「写真、買ったか?」
「へっ?」
恵弥くんが話しかけてきたので、
スマホから目を離して彼を見る。
写真って、合宿のやつかな。
「買ったよ。3枚だけ」
「へえ。加賀の写真とか?」
「えっ?」
どうして加賀くんなんだと思う。
加賀くんとは合宿1日目に少しだけ喋っただけで、
仲いいとかは別に……。
「加賀くんの写真なんか買わないよ?どうして?」
「なんも。どうせ自分の写真でも買ったんやろ」
「だ、だって!誰も買わないだろうし……」
最後の方は声が小さくなってしまう。
もごもご呟いている私を、恵弥くんは笑った。
笑うなんて酷い。
恵弥くんはみんなの憧れだから、
きっとみんなが買うだろうけれど、
私は誰にも買ってもらえないんだから、
自分で買うしかないじゃん。
「あっ……」
でも、私に「かわいい人」と「優しい人」に
1票入れてくれた人は、
私の写真を買ってくれるかも……。
「なんや」
「ううん。

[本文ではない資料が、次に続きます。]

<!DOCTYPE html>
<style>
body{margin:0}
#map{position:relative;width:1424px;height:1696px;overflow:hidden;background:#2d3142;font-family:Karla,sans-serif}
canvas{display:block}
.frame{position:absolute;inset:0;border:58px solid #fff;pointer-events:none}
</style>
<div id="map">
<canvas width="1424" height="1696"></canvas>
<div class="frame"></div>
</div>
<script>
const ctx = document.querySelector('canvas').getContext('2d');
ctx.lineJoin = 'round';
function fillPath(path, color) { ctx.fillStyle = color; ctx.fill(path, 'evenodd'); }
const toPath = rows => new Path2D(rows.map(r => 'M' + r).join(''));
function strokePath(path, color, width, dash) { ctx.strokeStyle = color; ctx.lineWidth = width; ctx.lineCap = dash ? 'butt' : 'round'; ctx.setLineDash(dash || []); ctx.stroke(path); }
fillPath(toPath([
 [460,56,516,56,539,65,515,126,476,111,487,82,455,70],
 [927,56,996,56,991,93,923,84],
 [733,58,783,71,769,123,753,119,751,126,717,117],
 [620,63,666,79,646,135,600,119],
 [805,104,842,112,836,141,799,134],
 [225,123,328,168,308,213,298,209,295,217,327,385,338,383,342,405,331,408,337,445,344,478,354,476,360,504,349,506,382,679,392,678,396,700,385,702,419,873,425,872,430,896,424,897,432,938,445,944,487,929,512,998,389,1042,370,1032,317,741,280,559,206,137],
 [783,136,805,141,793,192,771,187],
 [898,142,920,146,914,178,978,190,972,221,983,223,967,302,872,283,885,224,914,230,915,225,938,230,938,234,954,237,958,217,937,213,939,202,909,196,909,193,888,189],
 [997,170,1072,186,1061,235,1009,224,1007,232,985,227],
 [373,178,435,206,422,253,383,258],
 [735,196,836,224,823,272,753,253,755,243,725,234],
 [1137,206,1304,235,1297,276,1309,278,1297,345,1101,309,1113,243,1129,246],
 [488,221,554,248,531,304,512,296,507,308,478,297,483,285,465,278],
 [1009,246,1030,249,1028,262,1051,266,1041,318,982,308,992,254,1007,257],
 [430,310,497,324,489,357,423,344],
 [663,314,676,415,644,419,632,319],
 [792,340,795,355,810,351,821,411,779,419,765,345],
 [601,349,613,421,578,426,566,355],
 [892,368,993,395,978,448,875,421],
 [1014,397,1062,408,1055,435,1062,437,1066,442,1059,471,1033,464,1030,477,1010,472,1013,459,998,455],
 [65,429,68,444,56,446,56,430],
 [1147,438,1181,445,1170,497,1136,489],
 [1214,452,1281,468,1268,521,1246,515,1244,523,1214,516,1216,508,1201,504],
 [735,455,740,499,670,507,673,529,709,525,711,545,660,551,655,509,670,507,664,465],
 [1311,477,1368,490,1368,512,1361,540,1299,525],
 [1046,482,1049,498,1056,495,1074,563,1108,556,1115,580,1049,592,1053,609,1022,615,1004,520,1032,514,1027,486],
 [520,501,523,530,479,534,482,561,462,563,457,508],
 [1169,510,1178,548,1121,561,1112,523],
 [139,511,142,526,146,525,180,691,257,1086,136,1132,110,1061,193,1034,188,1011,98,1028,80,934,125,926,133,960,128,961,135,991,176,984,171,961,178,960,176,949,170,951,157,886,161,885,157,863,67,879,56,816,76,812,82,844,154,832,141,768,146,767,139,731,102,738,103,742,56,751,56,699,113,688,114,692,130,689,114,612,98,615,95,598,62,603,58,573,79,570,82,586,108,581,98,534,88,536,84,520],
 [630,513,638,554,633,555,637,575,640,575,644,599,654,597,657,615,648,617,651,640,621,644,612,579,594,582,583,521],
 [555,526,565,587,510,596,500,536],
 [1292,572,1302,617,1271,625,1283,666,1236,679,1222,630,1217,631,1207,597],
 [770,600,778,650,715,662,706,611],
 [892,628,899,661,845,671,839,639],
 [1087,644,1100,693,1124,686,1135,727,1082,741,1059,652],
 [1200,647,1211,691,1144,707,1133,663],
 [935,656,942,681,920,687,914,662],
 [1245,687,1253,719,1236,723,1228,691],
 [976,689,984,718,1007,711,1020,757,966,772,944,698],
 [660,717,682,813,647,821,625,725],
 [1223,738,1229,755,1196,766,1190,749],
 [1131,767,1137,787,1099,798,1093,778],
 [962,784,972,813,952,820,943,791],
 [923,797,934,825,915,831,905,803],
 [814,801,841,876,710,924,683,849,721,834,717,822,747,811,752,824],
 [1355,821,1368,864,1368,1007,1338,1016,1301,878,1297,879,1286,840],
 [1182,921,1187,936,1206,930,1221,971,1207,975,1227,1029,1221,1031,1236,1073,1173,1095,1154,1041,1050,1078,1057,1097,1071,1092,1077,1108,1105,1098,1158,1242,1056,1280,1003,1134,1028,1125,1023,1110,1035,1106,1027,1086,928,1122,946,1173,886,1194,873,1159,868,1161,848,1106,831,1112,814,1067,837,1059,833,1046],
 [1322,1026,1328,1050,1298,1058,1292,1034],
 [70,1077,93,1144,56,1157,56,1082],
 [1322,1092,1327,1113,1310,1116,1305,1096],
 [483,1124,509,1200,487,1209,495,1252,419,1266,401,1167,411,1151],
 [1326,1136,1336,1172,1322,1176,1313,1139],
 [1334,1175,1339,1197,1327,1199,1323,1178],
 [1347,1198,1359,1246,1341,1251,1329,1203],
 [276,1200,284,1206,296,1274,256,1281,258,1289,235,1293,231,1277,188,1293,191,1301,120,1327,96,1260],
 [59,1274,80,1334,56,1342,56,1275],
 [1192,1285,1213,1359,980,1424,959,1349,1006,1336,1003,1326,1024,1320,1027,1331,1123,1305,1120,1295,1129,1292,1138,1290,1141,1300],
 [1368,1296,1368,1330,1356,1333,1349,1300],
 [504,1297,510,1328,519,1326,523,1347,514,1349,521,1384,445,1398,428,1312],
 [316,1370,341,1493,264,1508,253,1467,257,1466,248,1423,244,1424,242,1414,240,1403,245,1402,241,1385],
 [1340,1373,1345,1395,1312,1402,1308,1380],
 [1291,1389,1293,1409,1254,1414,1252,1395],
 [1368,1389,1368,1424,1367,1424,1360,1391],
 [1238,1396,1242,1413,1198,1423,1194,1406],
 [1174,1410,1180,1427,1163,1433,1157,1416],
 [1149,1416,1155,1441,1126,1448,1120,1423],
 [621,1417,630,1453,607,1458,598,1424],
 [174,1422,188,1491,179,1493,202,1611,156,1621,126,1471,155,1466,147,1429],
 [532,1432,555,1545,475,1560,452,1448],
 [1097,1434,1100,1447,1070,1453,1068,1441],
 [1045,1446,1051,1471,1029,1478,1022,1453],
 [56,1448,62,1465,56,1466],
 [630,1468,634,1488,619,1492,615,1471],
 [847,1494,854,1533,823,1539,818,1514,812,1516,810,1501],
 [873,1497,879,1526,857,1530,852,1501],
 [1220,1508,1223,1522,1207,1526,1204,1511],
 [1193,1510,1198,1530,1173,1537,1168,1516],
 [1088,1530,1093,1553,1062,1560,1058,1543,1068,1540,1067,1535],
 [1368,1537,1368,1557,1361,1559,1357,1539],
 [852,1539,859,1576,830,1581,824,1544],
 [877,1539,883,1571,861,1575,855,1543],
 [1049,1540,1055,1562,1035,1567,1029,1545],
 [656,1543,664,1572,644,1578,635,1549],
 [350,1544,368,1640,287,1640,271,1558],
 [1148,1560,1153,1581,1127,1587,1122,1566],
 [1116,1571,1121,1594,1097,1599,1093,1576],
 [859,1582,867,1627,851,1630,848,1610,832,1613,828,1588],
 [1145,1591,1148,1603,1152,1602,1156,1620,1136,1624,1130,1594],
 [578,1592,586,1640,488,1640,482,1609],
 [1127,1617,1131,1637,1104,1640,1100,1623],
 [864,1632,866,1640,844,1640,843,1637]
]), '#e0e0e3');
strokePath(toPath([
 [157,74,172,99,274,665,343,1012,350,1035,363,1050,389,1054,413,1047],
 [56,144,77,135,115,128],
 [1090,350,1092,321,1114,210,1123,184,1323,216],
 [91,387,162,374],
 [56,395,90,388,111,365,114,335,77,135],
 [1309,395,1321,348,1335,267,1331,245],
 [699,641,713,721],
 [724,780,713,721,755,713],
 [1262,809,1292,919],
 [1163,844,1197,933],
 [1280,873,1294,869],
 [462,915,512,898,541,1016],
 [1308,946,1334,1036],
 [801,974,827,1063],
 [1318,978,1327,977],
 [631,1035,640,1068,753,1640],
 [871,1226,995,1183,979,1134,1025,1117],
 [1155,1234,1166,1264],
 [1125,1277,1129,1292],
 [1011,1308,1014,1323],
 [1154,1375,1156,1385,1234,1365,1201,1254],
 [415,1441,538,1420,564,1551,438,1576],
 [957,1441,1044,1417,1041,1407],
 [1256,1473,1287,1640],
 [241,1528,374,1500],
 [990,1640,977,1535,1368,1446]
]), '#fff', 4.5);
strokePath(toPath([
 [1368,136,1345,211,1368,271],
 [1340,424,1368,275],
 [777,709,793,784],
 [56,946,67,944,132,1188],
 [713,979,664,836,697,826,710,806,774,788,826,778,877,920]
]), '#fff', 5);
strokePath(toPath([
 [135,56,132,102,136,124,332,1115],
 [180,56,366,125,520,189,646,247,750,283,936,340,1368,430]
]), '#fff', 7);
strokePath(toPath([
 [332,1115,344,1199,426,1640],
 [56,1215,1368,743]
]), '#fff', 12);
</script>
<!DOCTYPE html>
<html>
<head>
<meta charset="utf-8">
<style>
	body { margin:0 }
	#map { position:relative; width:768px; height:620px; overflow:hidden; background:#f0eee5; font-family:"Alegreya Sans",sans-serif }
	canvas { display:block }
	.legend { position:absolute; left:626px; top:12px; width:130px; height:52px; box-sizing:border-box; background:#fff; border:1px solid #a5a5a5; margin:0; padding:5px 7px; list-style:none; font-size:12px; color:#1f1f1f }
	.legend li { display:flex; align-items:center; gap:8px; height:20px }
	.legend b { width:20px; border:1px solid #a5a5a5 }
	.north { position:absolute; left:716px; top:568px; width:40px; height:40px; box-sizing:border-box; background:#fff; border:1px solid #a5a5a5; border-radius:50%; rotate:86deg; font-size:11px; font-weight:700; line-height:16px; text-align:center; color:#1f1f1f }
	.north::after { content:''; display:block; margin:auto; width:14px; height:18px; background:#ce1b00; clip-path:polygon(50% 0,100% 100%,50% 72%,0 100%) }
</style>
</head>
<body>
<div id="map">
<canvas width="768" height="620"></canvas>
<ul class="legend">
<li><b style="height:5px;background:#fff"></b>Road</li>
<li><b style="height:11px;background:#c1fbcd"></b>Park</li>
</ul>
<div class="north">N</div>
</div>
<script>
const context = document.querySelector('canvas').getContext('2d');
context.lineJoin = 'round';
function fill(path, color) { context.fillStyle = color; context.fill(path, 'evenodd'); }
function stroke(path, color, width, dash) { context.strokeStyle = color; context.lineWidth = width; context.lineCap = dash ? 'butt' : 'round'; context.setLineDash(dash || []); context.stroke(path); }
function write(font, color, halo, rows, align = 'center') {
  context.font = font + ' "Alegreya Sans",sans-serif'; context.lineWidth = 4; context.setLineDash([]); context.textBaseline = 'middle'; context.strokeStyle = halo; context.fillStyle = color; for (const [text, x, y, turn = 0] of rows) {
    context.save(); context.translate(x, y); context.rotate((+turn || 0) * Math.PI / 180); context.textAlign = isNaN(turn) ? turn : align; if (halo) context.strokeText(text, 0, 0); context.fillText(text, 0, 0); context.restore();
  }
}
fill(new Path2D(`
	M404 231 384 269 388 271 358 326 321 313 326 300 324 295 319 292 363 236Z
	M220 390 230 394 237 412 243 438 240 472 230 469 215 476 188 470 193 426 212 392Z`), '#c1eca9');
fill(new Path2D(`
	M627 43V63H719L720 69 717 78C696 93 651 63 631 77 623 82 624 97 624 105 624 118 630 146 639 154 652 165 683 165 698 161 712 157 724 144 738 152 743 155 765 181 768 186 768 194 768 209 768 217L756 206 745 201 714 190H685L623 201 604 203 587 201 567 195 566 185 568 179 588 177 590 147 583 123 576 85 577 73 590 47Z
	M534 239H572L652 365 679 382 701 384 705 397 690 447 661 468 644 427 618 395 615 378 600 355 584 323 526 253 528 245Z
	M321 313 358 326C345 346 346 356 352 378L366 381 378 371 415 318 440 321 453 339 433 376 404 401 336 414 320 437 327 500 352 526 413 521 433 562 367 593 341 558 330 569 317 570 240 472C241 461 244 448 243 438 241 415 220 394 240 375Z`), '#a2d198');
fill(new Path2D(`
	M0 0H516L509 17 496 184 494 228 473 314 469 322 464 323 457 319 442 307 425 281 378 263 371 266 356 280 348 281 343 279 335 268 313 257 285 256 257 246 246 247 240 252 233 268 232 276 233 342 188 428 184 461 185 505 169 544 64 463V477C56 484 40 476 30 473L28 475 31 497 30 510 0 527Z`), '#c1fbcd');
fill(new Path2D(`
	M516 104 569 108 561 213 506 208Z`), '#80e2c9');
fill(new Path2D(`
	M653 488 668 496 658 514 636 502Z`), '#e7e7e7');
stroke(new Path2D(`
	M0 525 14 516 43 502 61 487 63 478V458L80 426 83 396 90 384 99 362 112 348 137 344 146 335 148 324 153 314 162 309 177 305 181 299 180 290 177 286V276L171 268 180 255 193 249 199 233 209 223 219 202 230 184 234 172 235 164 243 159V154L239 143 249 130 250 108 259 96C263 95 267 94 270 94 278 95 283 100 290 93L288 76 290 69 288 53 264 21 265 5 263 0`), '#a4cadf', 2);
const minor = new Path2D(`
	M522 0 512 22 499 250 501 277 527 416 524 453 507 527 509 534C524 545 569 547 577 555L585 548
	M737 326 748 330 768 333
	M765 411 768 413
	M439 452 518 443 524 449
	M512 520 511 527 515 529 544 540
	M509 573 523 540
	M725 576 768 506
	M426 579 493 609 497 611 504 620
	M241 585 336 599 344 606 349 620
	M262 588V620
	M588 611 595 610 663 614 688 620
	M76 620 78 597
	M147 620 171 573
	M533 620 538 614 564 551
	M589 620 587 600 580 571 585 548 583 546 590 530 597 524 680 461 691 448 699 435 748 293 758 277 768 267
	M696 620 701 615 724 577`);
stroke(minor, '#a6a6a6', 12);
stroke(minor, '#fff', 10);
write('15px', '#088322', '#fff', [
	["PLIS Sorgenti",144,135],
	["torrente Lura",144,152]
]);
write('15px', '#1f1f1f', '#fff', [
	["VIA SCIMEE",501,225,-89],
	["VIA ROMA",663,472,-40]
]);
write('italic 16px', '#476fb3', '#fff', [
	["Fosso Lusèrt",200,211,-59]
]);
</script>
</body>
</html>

私の……人気投票、
誰が1票入れてくれたのかなって思って」
「……そういや、1票だけ入ってたな」
ふっと笑う恵弥くん。
なんかバカにされてる?
むぅ、と脹れると、恵弥くんは私を見た。
「誰だろうなぁ、そんな優しい人」
「血迷ってんなぁ、そいつ」
「なによ。恵弥くんは人気者だからいいよね。